Here are five key takeouts from the session:
- Engage with employees during change
The use of ‘big brother’ technology, such as trackers for delivery drivers or warehouse delivery packers – which detail the routes employees should follow and how long jobs should take them – can lead to a perceived loss of employee discretion, said Gill Dix, head of strategy at Acas. Organisations need to focus on well-designed jobs, because technology “has the potential to greatly undermine workers’ autonomy and engagement if not handled carefully”, which is likely to impact on productivity levels, she said.
It is important to work with employees through any period of change where their jobs are affected, and ensure wellbeing is addressed “through a robust strategy”, said Wilson. The introduction of automation to Jaguar Land Rover plants has meant employees have had to adapt, he said.
“From a wellbeing perspective, the nature of the work has definitely changed. It is physically lighter and a lot more of the work is done in isolation,” said Wilson.
“We are now looking at different ways we can engage with that particular work group. It’s about considering what experience we want our workers to have in the workplace and how we balance that with technology.”
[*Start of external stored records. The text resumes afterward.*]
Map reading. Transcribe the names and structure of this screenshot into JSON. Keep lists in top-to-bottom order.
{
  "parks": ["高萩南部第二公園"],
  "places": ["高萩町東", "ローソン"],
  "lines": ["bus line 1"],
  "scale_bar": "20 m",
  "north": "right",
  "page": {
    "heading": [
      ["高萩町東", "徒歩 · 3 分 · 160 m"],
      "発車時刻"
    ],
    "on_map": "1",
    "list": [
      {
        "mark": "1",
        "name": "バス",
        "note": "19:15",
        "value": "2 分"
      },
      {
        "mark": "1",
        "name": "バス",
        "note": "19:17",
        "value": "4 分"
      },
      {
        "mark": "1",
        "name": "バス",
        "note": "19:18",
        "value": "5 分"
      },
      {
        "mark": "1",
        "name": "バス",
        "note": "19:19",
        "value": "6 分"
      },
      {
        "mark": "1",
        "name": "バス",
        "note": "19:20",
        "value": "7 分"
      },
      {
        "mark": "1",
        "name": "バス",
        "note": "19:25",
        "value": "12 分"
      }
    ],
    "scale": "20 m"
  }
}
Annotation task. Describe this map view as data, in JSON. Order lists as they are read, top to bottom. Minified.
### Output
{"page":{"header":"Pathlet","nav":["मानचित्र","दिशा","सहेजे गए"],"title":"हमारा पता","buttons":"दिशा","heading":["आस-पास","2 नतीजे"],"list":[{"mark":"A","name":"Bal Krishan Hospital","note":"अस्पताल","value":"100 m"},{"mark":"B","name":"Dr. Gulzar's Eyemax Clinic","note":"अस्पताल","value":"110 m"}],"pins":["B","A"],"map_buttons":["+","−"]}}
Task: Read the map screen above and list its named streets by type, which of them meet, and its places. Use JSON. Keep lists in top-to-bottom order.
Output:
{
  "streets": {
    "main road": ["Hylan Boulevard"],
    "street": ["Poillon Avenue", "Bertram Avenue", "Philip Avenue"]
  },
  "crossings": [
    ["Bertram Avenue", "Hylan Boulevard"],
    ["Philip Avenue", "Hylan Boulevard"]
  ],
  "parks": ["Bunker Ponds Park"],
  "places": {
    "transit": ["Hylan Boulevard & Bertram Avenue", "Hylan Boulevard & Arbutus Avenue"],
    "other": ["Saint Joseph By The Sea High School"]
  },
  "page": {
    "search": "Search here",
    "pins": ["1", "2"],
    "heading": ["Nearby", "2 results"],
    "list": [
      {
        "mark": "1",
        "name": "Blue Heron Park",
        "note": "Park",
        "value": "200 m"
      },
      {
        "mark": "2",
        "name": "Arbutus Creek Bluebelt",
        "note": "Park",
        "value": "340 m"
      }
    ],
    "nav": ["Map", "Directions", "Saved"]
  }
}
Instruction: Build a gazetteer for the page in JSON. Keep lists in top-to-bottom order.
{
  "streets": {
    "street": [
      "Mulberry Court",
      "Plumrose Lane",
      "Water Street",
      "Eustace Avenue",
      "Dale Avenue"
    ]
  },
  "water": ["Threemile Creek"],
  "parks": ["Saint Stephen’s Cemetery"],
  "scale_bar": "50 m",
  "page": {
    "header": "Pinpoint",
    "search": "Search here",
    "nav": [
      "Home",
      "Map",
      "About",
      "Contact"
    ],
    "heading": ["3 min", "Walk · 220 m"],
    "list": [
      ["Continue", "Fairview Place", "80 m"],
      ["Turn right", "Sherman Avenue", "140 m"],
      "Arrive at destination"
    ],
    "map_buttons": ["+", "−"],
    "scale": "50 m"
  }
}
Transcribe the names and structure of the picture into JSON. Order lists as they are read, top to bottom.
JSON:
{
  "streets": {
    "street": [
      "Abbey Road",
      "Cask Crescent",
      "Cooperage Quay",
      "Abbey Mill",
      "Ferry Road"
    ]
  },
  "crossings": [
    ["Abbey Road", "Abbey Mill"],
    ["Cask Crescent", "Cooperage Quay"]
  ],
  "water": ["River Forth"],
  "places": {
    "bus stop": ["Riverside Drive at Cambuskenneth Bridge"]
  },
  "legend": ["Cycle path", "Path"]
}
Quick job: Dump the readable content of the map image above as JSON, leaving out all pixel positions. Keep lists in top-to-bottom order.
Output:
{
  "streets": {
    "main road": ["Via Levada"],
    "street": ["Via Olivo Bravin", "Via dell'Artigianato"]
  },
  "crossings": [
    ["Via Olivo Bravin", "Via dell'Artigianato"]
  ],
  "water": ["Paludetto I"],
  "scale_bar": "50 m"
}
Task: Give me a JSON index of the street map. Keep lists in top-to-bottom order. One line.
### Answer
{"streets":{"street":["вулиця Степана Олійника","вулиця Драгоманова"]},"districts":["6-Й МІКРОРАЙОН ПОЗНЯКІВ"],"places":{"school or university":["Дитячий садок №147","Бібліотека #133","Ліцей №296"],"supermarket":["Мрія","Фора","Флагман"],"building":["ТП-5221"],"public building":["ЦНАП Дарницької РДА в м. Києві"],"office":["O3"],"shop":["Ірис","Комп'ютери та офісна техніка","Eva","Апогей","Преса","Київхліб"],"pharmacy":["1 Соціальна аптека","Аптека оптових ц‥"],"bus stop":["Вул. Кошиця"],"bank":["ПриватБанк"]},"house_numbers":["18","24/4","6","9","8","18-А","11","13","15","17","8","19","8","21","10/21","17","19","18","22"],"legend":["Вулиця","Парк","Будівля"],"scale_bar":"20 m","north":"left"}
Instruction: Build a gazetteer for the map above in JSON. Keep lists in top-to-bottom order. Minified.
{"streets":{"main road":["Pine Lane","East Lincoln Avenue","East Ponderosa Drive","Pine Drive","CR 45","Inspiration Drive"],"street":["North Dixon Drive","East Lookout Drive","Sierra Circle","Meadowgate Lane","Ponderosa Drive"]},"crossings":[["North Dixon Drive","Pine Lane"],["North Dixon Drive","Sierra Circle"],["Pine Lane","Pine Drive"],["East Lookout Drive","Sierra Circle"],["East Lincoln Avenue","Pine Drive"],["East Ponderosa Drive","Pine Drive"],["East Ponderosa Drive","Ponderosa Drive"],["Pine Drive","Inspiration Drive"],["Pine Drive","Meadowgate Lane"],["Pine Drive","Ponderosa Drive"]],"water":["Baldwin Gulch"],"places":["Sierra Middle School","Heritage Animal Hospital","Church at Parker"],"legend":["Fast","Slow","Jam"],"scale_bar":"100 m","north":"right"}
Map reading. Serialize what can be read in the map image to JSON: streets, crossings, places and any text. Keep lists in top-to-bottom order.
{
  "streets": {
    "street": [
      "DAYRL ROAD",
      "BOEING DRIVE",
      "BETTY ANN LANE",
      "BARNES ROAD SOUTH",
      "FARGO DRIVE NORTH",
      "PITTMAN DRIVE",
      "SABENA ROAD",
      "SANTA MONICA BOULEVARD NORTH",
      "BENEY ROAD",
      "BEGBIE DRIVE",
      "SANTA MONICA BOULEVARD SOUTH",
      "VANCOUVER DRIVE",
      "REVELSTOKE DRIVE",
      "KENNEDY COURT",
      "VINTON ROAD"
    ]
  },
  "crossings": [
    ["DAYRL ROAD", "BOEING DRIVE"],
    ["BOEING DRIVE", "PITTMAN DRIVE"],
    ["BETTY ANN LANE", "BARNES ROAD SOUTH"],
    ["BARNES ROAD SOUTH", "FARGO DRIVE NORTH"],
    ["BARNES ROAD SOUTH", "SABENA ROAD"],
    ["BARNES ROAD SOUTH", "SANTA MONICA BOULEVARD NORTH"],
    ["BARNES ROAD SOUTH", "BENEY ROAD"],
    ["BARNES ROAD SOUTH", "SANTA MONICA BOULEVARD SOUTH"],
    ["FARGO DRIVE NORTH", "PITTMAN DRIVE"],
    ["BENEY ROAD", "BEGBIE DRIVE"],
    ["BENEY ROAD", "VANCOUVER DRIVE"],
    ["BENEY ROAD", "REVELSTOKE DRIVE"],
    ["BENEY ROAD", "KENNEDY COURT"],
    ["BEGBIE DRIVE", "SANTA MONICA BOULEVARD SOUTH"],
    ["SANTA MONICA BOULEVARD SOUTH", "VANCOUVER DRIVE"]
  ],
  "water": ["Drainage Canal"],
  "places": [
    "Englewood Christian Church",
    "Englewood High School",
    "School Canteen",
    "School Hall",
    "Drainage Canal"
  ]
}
- Consider the pace of change
Adapting to changing technology in the workplace is understandably harder than at home, said Dix, because of the fact the pace of the shift at work is often faster than the corresponding improvements in management or working practices. “New technology lands in a complex environment of work, against a backdrop of culture and relationships in the workplace,” she said.
- Ethics are needed in the world of technology
The introduction of an ethical code could be beneficial when it comes to the use of technology for ‘brain work’, to guard against discrimination in recruitment or other areas of operations. “Algorithms can help organisations treat employees fairly, but it all depends on who is setting the parameters of the algorithms,” said Dix.
Willcocks said he believed a significant amount of discrimination was possible in ‘invisible tech’ – because it is designed by humans. “We need more transparency on this,” he said. “Could we have an ethics code that asks how we arrived at the algorithm and clarify what it is telling us, could it be made auditable and could we check for fairness?”
- Technology will take some years to reach its potential
The adoption of robotic process automation is actually being embraced by employees in a largely positive way, “which is quite the reverse of what we are reading in the headlines”, said Willcocks.
“What most people get worried about is cognitive automation, hyped up as artificial intelligence,” he said, adding that the latest thinking is that the deployment of this technology is going to take a lot longer than previously anticipated: “A study done by McKinsey on all previous technologies, including e-business, found that for a major technology to get to 90 per cent of its potential use it takes between eight and 25 years.
“There is an awful lot of work left for humans to do. We carried out our own study and found that of 18 human capabilities used at work, seven could be automatable in the next eight years, but 11 couldn’t easily be automated within the next 35 years.”
- Don’t forget the human aspect
Organisations need to consider how the adoption of new technology, and working practices when using that technology, will affect employees from every angle.
Whittington Health NHS Trust decided to roll out the use of iPads for nurses, to reduce paperwork, allow them to access patient records remotely and increase face-to-face clinical time, said Dix. They could access their appointment timetable from home and would go home to carry out admin tasks after seeing their patients, meaning they had no interaction with other nurses. “The organisation forgot that peer-to-peer support time,” said Dix. “And I’m not sure how you can proxy that through technology.”